Roman Leventov comments on Views on when AGI comes and on strategy to reduce existential risk

Roman Leventov 10 Jul 2023 8:50 UTC
5 points
2
On the other hand, if it hasn’t been trained on a bunch of statements about angular momentum, and then it can—given some examples and time to think—correctly answer questions about angular momentum, that would be surprising and impressive. Maybe this could be experimentally tested, though I guess at great cost, by training a LLM on a dataset that’s been scrubbed of all mention of stuff related to angular momentum (disallowing math about angular momentum, but allowing math and discussion about momentum and about rotation), and then trying to prompt it so that it can correctly answer questions about angular momentum.
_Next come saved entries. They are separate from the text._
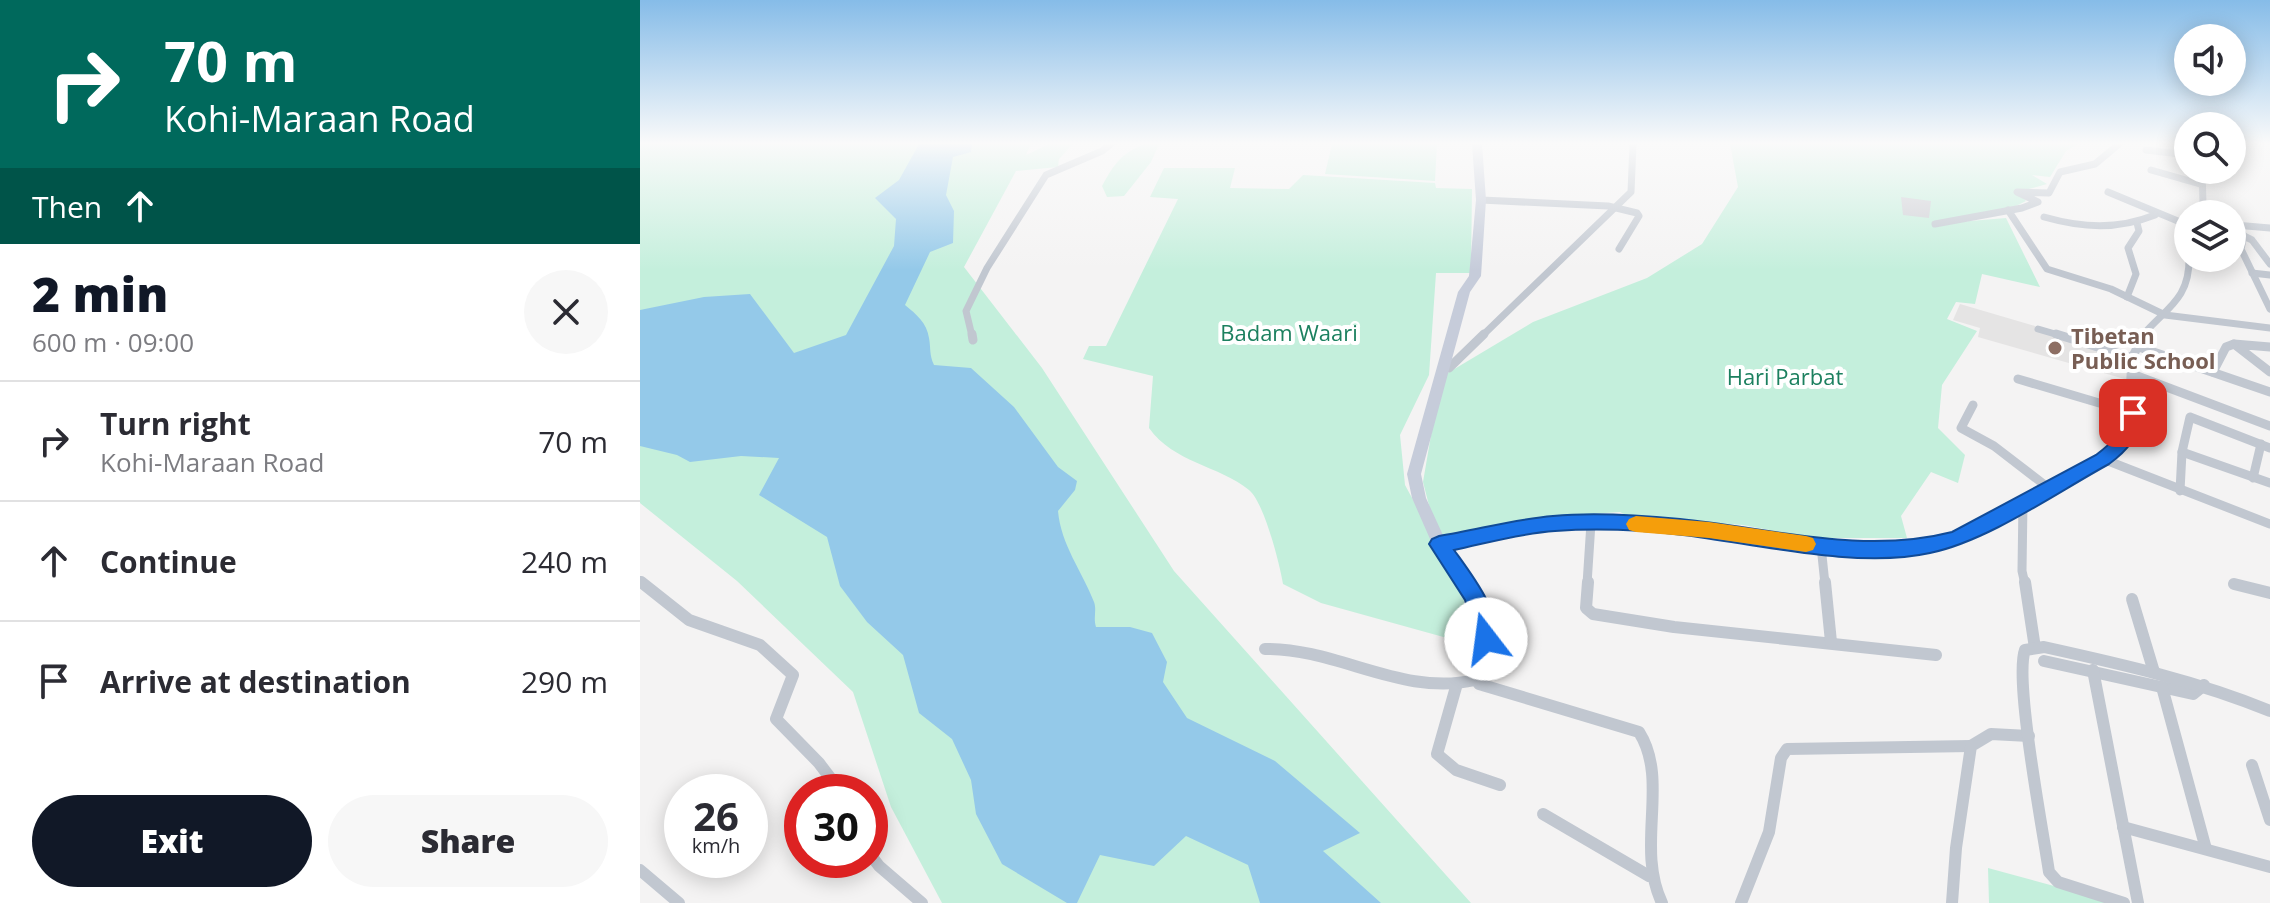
<!DOCTYPE html>
<meta charset="utf-8">
<style>
:root{--surface:#fff;--page:#f7f7f7;--text:#2b2b33;--muted:#7c7c81;--line:#e1e1e2;--accent:#111827}
body{margin:0;font-family:"Open Sans",sans-serif;background:var(--page);color:var(--text);height:100vh;display:flex;flex-direction:column;font-size:30px;white-space:nowrap}
*{box-sizing:border-box;margin:0}
p{font-size:26px;color:var(--muted)}
.icon{flex:none;width:44px;height:44px;fill:none;stroke:currentColor;stroke-width:2;stroke-linecap:round;stroke-linejoin:round}
.map{position:relative;flex:1;overflow:hidden}
.panel{display:flex;flex-direction:column;background:var(--surface);width:640px}
.panel>*{flex:none}
.banner{background:#00695c;color:#fff;overflow:hidden}
.controls{position:absolute;left:1534px;top:24px;display:grid;gap:16px}
.controls a{display:grid;place-items:center;width:72px;height:72px;border-radius:50%;background:var(--surface);box-shadow:0 4px 20px #0003;font-size:40px}
.speed{position:absolute;left:24px;top:774px;display:flex;gap:16px;font-size:40px;font-weight:700;text-align:center}
.speed>*{display:grid;place-content:center;width:104px;height:104px;border-radius:50%;background:var(--surface);box-shadow:0 4px 20px #0003;line-height:1}
.speed small{font-size:20px;font-weight:400}
.speed .limit{border:12px solid #d22;background:#fff;color:#111}
.pin{position:absolute;display:grid;place-items:center;width:68px;height:68px;color:#fff;margin:-34px;border-radius:16px;box-shadow:0 4px 12px #0006}
.me{position:absolute;width:88px;margin:-44px;rotate:345deg;stroke-linejoin:round;filter:drop-shadow(0 0 6px #0008)}
.turn{display:flex;align-items:center;gap:28px;height:168px;padding:0 32px;font-size:36px}
.turn .icon{width:104px;height:104px;stroke-width:2.5}
.turn b{display:block;font-size:56px;line-height:68px}
.then{display:flex;align-items:center;height:76px;padding:0 32px;background:#0003;gap:16px;font-size:30px}
.round{display:grid;place-items:center;flex:none;width:84px;height:84px;border-radius:42px;background:var(--page)}
.headline{display:flex;align-items:center;justify-content:space-between;height:136px;padding:0 32px}
h1{font-size:48px;font-weight:800;line-height:60px;color:var(--accent)}
.cta{display:flex;gap:16px;margin-top:auto;padding:16px 32px}
.cta a{flex:1;height:92px;border-radius:48px;background:var(--accent);color:#fff;font-size:32px;font-weight:800;line-height:92px;text-align:center}
.cta a+a{background:var(--page);color:var(--text)}
ul{padding:0;list-style:none}
li{display:flex;align-items:center;gap:24px;height:120px;padding:0 32px;border-top:2px solid var(--line)}
li div{flex:1}
li b{display:block;font-size:30px}
li em{font-style:normal}
main{display:flex;flex:1;min-height:0}
.map>svg:first-child{display:block}
</style>
<main>
<section class="panel">
<div class="banner">
<div class="turn"><svg class="icon" aria-label="right" viewBox="0 0 24 24"><path d="M7 20v-9h11M14 6l5 5-5 5"/></svg><div><b>70 m</b>Kohi-Maraan Road</div></div>
<div class="then">Then<svg class="icon" aria-label="ahead" viewBox="0 0 24 24"><path d="M12 20V5M6 11l6-6 6 6"/></svg></div>
</div>
<div class="headline"><div><h1>2 min</h1><p>600 m · 09:00</p></div><a class="round"><svg class="icon" aria-label="close" viewBox="0 0 24 24"><path d="M6 6l12 12M18 6L6 18"/></svg></a></div>
<ul>
<li><svg class="icon" aria-label="right" viewBox="0 0 24 24"><path d="M7 20v-9h11M14 6l5 5-5 5"/></svg><div><b>Turn right</b><p>Kohi-Maraan Road</p></div><em>70 m</em></li>
<li><svg class="icon" aria-label="ahead" viewBox="0 0 24 24"><path d="M12 20V5M6 11l6-6 6 6"/></svg><div><b>Continue</b></div><em>240 m</em></li>
<li><svg class="icon" aria-label="arrive" viewBox="0 0 24 24"><path d="M6 21V4h12l-3 4 3 4H6"/></svg><div><b>Arrive at destination</b></div><em>290 m</em></li>
</ul>
<div class="cta"><a>Exit</a><a>Share</a></div>
</section>
<div class="map">
<svg width="1630" height="903" viewBox="0 0 1630 903">
<rect width="100%" height="100%" fill="#f4f3f3"/>
<!-- education -->
<path fill="#e5e4e4" d="M1320,304L1395,326V330L1490,359L1488,380L1338,337L1340,328L1313,320Z"/>
<!-- green -->
<g fill="#c4efdc">
<path d="M0,144H391L386,155L409,144H433L419,159L418,167L376,171L324,267L402,368L534,571L831,903H302L251,807L213,692L97,581L0,503Z"/>
<path d="M505,144H519L511,162L484,196L467,197L462,186C474,164 481,153 505,144Z"/>
<path d="M692,144H797L795,181L685,174Z"/>
<path d="M1090,144H1438L1426,151L1410,177L1392,175L1407,184L1378,192L1386,201L1368,210L1306,223L1366,218L1400,287L1342,274L1335,304L1316,302L1307,319L1337,331L1302,385L1298,428L1325,455L1318,483L1291,472L1261,516L1267,538H1172L1103,525L1051,521L1003,524L980,512L950,514L799,544L783,482L801,377L893,322L1007,278L1062,244L1098,187Z"/>
<path d="M524,168H595L590,188L649,189L663,175L795,183L796,188L832,189L831,273H796L789,375L760,435L765,485L824,594L825,643L681,603L643,584C640,565 624,502 609,490C578,465 534,463 509,428L513,376L443,359L449,346H466L538,199L510,197Z"/>
<path d="M1348,868L1476,903H1349Z"/>
</g>
<!-- water -->
<path fill="#94c9e9" d="M279,144H332L331,152L313,157L306,195L314,211L313,243L290,252L265,305C276,314 287,323 289,338C291,349 289,354 294,365L331,368L374,407L418,467L437,481L435,490L418,511C421,545 442,571 454,602C457,610 453,618 456,627H490L512,633L527,662L523,682L547,718L635,761L720,833L683,851L741,903H620L608,865L546,836L514,866L460,855L437,903H427L362,864L336,814L331,780L312,739L279,713L263,655L227,622L200,586L187,537L119,495L139,458L101,456L50,462L37,455L0,446V310L64,297L110,294L154,353L206,335L254,246L256,219L235,198L259,180Z"/>
<!-- building -->
<path fill="#cdced4" d="M1261,197L1291,201L1289,218L1263,215Z"/>
<g fill="none" stroke-linecap="round" stroke-linejoin="round">
<!-- street-far2 -->
<g stroke="#c1c7d0" stroke-width="7">
<path d="M1506,150L1548,155"/>
<path d="M1511,170L1560,184"/>
<path d="M1468,192L1545,224"/>
<path d="M841,200L968,206L997,213L999,216L979,249"/>
<path d="M1368,210L1407,269L1471,289L1525,315L1630,328"/>
<path d="M1552,214L1563,204L1562,170"/>
<path d="M1404,217C1443,228 1477,230 1515,215"/>
<path d="M1545,221L1542,235L1548,256"/>
<path d="M1295,224L1382,208L1398,202L1377,192L1409,193L1420,172L1455,164L1479,144"/>
<path d="M1595,225L1630,228"/>
<path d="M1597,225L1604,236L1601,249L1630,309"/>
<path d="M1604,236L1612,240L1630,264"/>
<path d="M1612,273L1630,275"/>
<path d="M1487,297L1496,274L1488,248L1499,231L1497,223"/>
<path d="M1398,329L1422,336"/>
<path d="M332,336L326,311L347,268L406,175L462,151L471,144"/>
<path d="M842,336L991,192L993,144"/>
<path d="M1502,336C1526,308 1550,299 1549,258"/>
</g>
<!-- street-far1 -->
<g stroke="#c1c7d0" stroke-width="9">
<path d="M332,334L333,340"/>
<path d="M1416,334L1493,358"/>
<path d="M1496,346L1630,392"/>
<path d="M1630,347L1594,344L1630,372"/>
<path d="M809,368L844,334"/>
<path d="M1573,372L1586,347L1594,344"/>
<path d="M1492,374L1630,426"/>
<path d="M1378,379L1493,413"/>
<path d="M1333,405L1321,428L1354,446L1410,489"/>
<path d="M1542,452L1630,483"/>
<path d="M1463,459L1630,524"/>
<path d="M1613,478L1621,444"/>
<path d="M1540,491L1542,452L1550,417L1630,448"/>
<path d="M1383,502L1382,571L1385,584"/>
<path d="M1181,546L1185,584"/>
<path d="M0,581L4,584"/>
<path d="M827,584L799,544L893,527L949,523L1055,528L1206,549H1260L1302,542L1332,531L1446,471L1477,449L1488,431L1492,358L1504,334"/>
<path d="M947,584L951,523"/>
</g>
<!-- street -->
<g stroke="#c1c7d0" stroke-width="12">
<path d="M1,582L49,620L120,645L153,675L136,719L179,763L201,792"/>
<path d="M826,582C837,598 846,616 846,636C846,651 829,672 839,684L999,732C1030,781 995,846 1022,903"/>
<path d="M948,582L946,608L953,614L1034,627L1296,655"/>
<path d="M1185,582L1191,642"/>
<path d="M1385,582L1395,648"/>
<path d="M1594,584L1630,593"/>
<path d="M1492,599L1514,672"/>
<path d="M625,649C698,648 762,697 835,680"/>
<path d="M1404,661L1553,694L1564,685"/>
<path d="M1453,670L1498,903"/>
<path d="M816,687L797,754L816,770L860,785"/>
<path d="M1522,687L1566,849"/>
<path d="M1612,765L1630,820"/>
<path d="M903,814L1009,876"/>
<path d="M1483,827L1630,867"/>
<path d="M230,854L239,866L282,903"/>
<path d="M0,870L39,903"/>
<path d="M1101,903L1129,832L1141,758L1147,749L1331,746"/>
<path d="M1312,903L1316,848L1331,746L1351,734L1389,736"/>
<path d="M1484,903L1418,882L1409,872C1403,831 1374,679 1385,650L1404,647C1481,664 1557,681 1630,711"/>
</g>
<!-- secondary -->
<path fill="#c6ccda" fill-rule="evenodd" d="M832,144H842L846,200L841,276L830,292L781,474L786,498L807,544L804,548L799,550L794,548L772,498L767,474L818,292L829,276L836,200Z"/>
</g>
<!-- sky -->
<linearGradient id="sky" x2="0" y2="1"><stop stop-color="#86bce8"/><stop offset="0.53" stop-color="#fafafa"/><stop offset="1" stop-color="#fafafa" stop-opacity="0"/></linearGradient>
<rect width="1630" height="270" fill="url(#sky)"/>
<!-- route -->
<path fill="#1a73e8" stroke="#114b97" stroke-width="2" d="M1493,407L1501,413C1499,437 1488,450 1469,464C1416,493 1348,541 1290,553C1217,569 1117,544 1043,535C1002,530 957,528 915,531C882,533 847,543 814,550C829,571 867,619 854,646L846,649L839,646L825,600L789,544L792,539L799,536C837,530 875,519 913,516C954,512 999,515 1040,519C1130,528 1223,555 1312,532L1456,455C1473,442 1481,434 1484,413Z"/>
<!-- slow -->
<path fill="#f59e0b" d="M996,516L1069,522L1166,536L1173,538L1176,544L1173,550L1166,552L1069,538L996,532L989,530L986,524L989,519Z"/>
<!-- markers -->
<circle fill="#8d6e63" stroke="#fff" stroke-width="3" cx="1415" cy="348" r="8"/>
<g text-anchor="middle" dominant-baseline="central" stroke-width="8" stroke-linejoin="round" paint-order="stroke">
<!-- park labels -->
<g font-size="22" fill="#1c805f" stroke="#fff">
<text x="649" y="332">Badam Waari</text>
<text x="1145" y="376">Hari Parbat</text>
</g>
<!-- education labels -->
<g font-size="22" font-weight="bold" fill="#785e54" stroke="#fff" text-anchor="start">
<text x="1431" y="335">Tibetan<tspan x="1431" dy="25">Public School</tspan></text>
</g>
</g>
</svg>
<div class="controls">
<a><svg class="icon" aria-label="sound" viewBox="0 0 24 24"><path d="M4 9h4l5-4v14l-5-4H4zM17 9q2 3 0 6"/></svg></a>
<a><svg class="icon" aria-label="search" viewBox="0 0 24 24"><circle cx="10" cy="10" r="6"/><path d="M15 15l6 6"/></svg></a>
<a><svg class="icon" aria-label="layers" viewBox="0 0 24 24"><path d="M12 4l9 5-9 5-9-5zM3 14l9 5 9-5"/></svg></a>
</div>
<div class="speed"><div>26<small>km/h</small></div><div class="limit">30</div></div>
<div class="pin" style="left:1493px;top:413px;background:#d93025"><svg class="icon" aria-label="arrive" viewBox="0 0 24 24"><path d="M6 21V4h12l-3 4 3 4H6"/></svg></div>
<svg class="me" style="left:846px;top:639px" viewBox="-20 -20 40 40"><circle r="19" fill="#fff"/><path d="M0-13L10 11 0 6-10 11z" fill="#1a73e8"/></svg>
</div>
</main>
Like, the point here is that angular momentum is a “new thing under the sun” in a way that “red and smaller than microwave” is not a new thing under the sun.
Until recently, I thought that the fact that LLMs are not strong and efficient online (or quasi-online, i.e., need few examples) conceptual learners is a “big obstacle” for AGI or ASI. I no longer think so. Yes, humans evidently still have an edge in this, that is, humans can somehow relatively quickly and efficiently “surgeon” their world models to accommodate new concepts and use them efficiently in a far-ranging way. (Even though I suspect that we over-glorify this ability in humans and it more realistically takes weeks or even months for humans to fully integrate new conceptual frameworks in their thinking than hours, still, they should be able to do so without much external examples, which will be lacking if the concept is actually very new.)
I no longer think this handicaps LLMs much. New powerful concepts that permeate practical and strategic reasoning in the real world are rarely invented and are spread through the society slowly. Just being a skillful user of existing concepts that are amptly described in books and otherwise in the training corpus of LLMs should be well enough for gaining capacity for recursive self-improvement, and quite far superhuman intelligence/strategy/agency more generally.
Then, imagine that superhuman LLMs-based agents “won” and killed all humans. Even if they themselves don’t (or couldn’t!) invent ML paradigms for efficient online concept learning, they could still sort of hack through it, through experimenting with new concepts, trying to run a lot of simulations with them, checking these simulations against reality (filtering out incoherence/bad concepts), and then re-training themselves on the results of these simulations, and then giving text labels to the features found in their own DNNs to mark the corresponding concept.
- TsviBT 10 Jul 2023 22:54 UTC
  4 points
  0
  Parent
  
  Just being a skillful user of existing concepts
  
  I don’t think they’re skilled users of existing concepts. I’m not saying it’s an “obstacle”, I’m saying that this behavior pattern would be a significant indicator to me that the system has properties that make it scary.